I liked the recent quote by Jim Weddle, chief managing partner at Edward Jones. “I can look up a lot of information on health online,” he said. “But I still go to a doctor.”

Ex-actly.

Do-it-yourself investors think they know a lot about managing their own money because, well, everything you need to know about anything, including investing, is on the Internet. For free! The trouble is, just as is the case with health care googling, where a search of something can be symptomatic of countless conditions, a lot of what online investors consider “research” is in fact noise, the product of trending algorithms, chat room bulletin boards, self-appointed ‘expert’ bloggers or some other rush to judgment. And the noise of the herd is reactionary in nature, and therefore largely useless. It might sound informed, but that’s what information sounds like. It’s not tailored advice. It’s not sound practice. It’s not really wise at all, in fact. But hey, it was on Reddit! And hey, I’m in control!

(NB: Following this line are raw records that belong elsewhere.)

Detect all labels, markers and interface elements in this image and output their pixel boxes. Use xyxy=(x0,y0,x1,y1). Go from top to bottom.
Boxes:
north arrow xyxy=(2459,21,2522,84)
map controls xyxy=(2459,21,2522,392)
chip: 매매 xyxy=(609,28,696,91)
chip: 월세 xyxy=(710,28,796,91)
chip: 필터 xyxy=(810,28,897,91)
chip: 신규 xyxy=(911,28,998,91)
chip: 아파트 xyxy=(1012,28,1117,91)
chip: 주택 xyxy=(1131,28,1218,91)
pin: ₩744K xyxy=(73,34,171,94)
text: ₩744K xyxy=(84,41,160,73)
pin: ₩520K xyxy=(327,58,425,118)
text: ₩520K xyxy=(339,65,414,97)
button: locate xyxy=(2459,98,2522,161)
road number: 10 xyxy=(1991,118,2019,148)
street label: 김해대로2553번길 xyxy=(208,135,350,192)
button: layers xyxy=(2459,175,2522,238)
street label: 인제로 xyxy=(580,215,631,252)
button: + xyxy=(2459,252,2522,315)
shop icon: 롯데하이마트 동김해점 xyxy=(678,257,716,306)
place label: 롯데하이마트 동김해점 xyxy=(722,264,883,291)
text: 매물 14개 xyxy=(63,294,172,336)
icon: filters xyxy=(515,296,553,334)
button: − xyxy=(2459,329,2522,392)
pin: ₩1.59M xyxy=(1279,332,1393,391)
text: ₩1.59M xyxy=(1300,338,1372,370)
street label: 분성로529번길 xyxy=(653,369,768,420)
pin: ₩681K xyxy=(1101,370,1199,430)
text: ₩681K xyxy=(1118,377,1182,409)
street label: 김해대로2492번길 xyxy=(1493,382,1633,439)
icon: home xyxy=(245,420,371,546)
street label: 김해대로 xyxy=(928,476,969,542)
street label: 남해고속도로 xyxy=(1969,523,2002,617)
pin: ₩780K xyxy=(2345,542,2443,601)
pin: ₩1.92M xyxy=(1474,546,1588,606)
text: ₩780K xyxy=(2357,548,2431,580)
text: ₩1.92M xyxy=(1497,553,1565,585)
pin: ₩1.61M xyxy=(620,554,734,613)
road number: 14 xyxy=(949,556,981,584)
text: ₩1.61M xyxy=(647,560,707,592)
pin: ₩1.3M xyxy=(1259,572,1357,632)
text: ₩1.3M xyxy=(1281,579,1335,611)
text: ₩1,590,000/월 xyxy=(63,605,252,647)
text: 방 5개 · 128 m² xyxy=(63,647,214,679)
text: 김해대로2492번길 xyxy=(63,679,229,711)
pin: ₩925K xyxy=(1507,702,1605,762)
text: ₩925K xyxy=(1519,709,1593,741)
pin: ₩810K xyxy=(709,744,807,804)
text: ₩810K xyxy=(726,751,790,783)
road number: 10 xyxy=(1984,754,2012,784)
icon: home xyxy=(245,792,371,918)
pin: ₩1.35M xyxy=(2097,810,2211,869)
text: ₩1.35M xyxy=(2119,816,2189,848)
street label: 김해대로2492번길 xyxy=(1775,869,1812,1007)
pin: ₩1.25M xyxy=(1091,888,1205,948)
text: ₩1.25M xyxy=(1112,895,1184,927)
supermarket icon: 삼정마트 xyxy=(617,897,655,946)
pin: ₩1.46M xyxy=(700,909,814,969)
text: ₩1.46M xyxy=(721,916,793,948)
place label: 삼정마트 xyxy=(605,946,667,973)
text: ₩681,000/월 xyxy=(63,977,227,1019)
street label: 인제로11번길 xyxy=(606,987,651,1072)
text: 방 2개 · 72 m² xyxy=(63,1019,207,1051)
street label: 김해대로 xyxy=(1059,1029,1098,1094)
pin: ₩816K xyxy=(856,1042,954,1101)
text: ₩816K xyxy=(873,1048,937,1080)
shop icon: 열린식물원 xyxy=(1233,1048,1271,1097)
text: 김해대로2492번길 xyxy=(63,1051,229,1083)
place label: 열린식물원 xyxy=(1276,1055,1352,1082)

And right there might be the lesson for advisors – providing clients with the means and conversations that allow them to feel that they are in control, especially when the market environment seems uncontrollable. Just as a person has degrees of control in managing their blood pressure or blood sugar levels by lifestyle choices made under a doctor’s care, investors need to feel that their investment choices lead to good financial health, one that their advisor shapes, measures, corrects and reinforces with them on a regular basis.